Fedora Linux Support Community & Resources Center
  #1  
Old 19th May 2010, 07:21 PM
ScaryBob Offline
Registered User
 
Join Date: May 2010
Posts: 2
windows_7firefox
Rebuild on /dev/md0 unknown device - Errors?

I'm running FC12 on a home server with 2 MD arrays. The hardware and arrays were solid with Centos/REHL5 but I decided to upgrade to Fedora due to some software incompatibility problems. The setup went fine but there are intermittent problems with the MD RAID arrays.

Code:
# uname -a
Linux sudio 2.6.32.10-90.fc12.x86_64 #1 SMP Tue Mar 23 09:47:08 UTC 2010 x86_64 x86_64 x86_64 GNU/Linux
The box consists of an ASUS M2N-E motherboard with one RocketRaid SATA2 controller (in plain SATA mode) and a Silicon Image SATA II card. The 5 MD0 disks are on the motherboard SATA controller. MD1 is on 4 ports of the RocketRaid card and 1 port of the SIL card. MD0 consists of 5 disks, 1xHitachi HDT7210105, 1xSeagate ST3100340AS and 3xWDC WD10EADS. MD1 consists of 5xWDC WD10EADS disks. There is also a 160GB system drive (sda.)

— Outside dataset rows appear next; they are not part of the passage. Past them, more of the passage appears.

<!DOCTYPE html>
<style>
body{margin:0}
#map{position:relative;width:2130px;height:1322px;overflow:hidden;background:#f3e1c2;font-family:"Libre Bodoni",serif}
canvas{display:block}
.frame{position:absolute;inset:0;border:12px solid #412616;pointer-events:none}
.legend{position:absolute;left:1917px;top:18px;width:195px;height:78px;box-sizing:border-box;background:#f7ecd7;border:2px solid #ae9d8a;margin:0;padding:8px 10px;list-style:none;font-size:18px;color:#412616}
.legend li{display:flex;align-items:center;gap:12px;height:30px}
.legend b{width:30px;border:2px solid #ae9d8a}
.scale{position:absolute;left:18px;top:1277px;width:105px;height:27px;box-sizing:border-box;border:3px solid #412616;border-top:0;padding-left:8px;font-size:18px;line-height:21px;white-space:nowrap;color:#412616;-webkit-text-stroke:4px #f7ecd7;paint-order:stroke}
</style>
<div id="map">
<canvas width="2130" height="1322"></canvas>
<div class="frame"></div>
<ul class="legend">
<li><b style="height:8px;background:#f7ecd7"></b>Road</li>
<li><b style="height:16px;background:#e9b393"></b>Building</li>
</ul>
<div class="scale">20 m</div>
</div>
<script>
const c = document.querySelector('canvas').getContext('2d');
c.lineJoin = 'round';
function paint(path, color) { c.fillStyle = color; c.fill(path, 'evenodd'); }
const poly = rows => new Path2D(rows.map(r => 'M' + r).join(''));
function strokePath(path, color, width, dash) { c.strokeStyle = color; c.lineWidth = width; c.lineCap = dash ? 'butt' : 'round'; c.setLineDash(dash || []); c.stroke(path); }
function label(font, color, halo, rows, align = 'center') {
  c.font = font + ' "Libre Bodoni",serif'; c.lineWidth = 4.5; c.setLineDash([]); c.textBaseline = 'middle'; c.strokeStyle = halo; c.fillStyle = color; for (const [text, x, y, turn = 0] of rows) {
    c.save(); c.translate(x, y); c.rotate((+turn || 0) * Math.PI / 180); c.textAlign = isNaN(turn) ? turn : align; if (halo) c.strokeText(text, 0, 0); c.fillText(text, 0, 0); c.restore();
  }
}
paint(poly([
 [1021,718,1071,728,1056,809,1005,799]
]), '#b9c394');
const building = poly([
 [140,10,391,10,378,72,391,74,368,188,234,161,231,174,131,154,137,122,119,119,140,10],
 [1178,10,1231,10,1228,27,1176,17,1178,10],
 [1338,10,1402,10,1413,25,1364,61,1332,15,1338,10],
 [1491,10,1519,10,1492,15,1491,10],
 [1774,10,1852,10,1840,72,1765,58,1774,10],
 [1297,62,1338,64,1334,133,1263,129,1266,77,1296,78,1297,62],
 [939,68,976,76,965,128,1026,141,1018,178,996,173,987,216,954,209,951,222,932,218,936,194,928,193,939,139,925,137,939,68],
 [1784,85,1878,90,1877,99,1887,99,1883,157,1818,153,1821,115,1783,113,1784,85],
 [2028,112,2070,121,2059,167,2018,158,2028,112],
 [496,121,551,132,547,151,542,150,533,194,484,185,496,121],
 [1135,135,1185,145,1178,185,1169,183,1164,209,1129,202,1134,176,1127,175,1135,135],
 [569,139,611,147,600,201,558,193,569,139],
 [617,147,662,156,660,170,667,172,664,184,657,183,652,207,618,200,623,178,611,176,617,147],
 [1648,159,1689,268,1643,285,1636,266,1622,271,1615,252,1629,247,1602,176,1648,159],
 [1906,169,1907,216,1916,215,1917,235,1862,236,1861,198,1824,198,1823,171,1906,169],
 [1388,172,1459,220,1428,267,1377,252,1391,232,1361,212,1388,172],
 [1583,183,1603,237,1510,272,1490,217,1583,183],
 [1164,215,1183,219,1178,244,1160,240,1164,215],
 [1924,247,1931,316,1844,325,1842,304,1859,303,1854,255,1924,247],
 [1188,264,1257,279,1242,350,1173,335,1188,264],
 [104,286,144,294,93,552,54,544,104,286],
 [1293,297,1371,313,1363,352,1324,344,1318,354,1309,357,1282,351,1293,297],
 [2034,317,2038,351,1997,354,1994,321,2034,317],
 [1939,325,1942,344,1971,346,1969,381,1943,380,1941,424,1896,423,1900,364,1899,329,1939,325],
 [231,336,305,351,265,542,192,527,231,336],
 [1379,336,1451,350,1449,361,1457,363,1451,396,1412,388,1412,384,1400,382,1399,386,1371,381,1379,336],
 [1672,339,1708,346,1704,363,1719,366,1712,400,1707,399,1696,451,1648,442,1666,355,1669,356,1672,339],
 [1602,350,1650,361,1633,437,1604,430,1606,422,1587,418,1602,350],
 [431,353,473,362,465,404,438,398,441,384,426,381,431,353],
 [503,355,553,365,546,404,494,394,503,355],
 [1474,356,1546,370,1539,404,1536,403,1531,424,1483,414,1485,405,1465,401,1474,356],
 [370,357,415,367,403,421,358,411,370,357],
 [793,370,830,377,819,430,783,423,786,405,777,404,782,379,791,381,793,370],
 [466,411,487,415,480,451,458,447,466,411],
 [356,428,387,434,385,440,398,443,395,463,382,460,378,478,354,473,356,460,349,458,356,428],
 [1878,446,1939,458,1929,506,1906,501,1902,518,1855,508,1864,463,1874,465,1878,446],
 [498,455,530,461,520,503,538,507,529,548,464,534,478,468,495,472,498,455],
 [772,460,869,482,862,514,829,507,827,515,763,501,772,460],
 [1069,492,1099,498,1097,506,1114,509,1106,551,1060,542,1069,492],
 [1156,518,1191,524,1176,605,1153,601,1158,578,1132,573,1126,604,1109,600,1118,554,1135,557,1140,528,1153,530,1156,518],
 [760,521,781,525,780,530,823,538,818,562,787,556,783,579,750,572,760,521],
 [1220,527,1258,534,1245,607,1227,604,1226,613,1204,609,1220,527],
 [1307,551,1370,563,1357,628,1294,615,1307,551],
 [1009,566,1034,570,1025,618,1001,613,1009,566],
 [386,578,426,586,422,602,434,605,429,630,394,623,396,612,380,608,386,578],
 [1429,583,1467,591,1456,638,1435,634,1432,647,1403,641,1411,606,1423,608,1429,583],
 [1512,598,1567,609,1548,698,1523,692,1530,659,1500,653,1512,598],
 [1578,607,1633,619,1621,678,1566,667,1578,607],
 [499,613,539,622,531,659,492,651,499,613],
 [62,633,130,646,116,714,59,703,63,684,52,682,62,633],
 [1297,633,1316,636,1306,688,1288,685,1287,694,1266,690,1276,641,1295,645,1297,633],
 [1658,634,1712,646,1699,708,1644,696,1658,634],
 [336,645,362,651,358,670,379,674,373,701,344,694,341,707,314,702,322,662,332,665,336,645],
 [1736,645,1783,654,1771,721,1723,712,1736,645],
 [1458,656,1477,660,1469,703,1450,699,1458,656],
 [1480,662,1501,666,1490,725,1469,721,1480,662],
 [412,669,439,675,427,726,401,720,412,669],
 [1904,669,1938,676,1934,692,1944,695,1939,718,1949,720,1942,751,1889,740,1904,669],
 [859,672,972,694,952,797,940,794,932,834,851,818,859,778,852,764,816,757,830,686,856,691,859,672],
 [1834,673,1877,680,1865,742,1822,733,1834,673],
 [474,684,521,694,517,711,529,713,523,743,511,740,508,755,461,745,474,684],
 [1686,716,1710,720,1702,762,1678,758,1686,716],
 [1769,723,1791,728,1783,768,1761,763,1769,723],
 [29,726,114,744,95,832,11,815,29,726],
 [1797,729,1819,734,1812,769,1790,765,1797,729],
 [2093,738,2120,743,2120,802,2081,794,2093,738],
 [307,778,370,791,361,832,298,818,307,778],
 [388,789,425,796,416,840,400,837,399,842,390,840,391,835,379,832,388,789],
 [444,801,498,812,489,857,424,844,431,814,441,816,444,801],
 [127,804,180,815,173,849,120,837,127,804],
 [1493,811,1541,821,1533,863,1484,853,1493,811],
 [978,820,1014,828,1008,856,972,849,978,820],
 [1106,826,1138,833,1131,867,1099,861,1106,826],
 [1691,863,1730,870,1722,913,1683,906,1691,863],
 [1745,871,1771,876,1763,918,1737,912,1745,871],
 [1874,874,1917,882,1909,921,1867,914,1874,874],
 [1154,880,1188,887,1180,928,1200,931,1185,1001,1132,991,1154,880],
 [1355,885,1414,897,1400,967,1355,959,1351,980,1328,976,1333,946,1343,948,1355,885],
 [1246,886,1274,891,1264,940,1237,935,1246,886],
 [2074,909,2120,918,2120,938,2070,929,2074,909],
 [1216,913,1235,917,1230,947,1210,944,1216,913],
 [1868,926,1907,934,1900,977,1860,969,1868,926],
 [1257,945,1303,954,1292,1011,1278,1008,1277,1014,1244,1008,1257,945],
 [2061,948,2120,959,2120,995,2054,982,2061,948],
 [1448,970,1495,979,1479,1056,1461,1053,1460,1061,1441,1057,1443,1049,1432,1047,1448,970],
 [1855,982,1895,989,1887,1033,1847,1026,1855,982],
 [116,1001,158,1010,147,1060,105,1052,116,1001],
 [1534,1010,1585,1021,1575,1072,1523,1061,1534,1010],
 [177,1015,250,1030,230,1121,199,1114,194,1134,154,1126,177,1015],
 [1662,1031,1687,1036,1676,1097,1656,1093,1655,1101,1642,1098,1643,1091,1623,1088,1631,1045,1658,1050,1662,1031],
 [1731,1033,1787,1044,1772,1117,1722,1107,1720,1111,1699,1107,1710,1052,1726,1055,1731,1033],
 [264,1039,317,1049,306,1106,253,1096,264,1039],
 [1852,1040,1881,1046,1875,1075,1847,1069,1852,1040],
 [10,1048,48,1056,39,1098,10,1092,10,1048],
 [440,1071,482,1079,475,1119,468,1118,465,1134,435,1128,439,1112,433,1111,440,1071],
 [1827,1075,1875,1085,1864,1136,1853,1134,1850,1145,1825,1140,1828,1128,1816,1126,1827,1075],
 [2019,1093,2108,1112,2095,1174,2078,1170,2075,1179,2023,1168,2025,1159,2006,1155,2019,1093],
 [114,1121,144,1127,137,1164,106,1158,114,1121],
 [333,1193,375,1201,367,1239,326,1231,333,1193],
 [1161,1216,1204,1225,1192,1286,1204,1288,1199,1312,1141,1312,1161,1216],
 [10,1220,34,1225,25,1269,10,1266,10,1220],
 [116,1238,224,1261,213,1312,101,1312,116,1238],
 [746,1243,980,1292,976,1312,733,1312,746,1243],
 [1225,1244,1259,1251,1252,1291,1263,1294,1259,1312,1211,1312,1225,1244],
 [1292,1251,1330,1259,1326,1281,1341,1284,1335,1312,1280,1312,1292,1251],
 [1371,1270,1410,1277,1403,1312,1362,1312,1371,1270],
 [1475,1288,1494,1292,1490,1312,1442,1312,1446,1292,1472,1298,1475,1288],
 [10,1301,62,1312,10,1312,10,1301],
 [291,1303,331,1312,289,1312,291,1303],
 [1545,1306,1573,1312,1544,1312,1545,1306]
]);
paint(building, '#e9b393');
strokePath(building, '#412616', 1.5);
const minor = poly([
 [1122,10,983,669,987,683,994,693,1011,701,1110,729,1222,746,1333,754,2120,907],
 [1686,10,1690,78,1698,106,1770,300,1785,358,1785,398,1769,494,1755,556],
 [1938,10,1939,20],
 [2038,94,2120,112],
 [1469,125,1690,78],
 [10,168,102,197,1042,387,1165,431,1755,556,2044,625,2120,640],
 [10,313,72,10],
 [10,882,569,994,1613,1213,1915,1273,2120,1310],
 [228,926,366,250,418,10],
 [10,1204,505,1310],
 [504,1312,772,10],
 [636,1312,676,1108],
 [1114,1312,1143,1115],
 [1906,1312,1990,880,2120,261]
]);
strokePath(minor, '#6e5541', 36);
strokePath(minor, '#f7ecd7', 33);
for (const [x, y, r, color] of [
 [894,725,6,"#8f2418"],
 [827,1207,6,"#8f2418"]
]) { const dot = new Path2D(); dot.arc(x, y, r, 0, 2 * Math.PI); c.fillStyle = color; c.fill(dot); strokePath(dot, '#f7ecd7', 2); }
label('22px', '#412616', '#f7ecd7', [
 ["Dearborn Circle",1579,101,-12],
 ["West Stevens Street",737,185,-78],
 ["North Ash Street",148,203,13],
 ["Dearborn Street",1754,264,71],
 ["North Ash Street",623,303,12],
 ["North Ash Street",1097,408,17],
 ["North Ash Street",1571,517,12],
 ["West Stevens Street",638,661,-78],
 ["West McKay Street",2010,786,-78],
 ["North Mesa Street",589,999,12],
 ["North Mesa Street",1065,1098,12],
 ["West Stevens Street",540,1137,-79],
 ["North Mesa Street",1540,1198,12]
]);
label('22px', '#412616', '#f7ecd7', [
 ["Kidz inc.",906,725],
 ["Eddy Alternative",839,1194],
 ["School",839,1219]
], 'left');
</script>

The problem is that one of the disks on each array is reported as unknown every 6 days or so and the entire array will rebuild. This is usually followed by another disk being reported as unknown and another rebuild. (This is undesirable for obvious reasons.) The server is usually idle when the error occurs with the disks on standby (spun down.)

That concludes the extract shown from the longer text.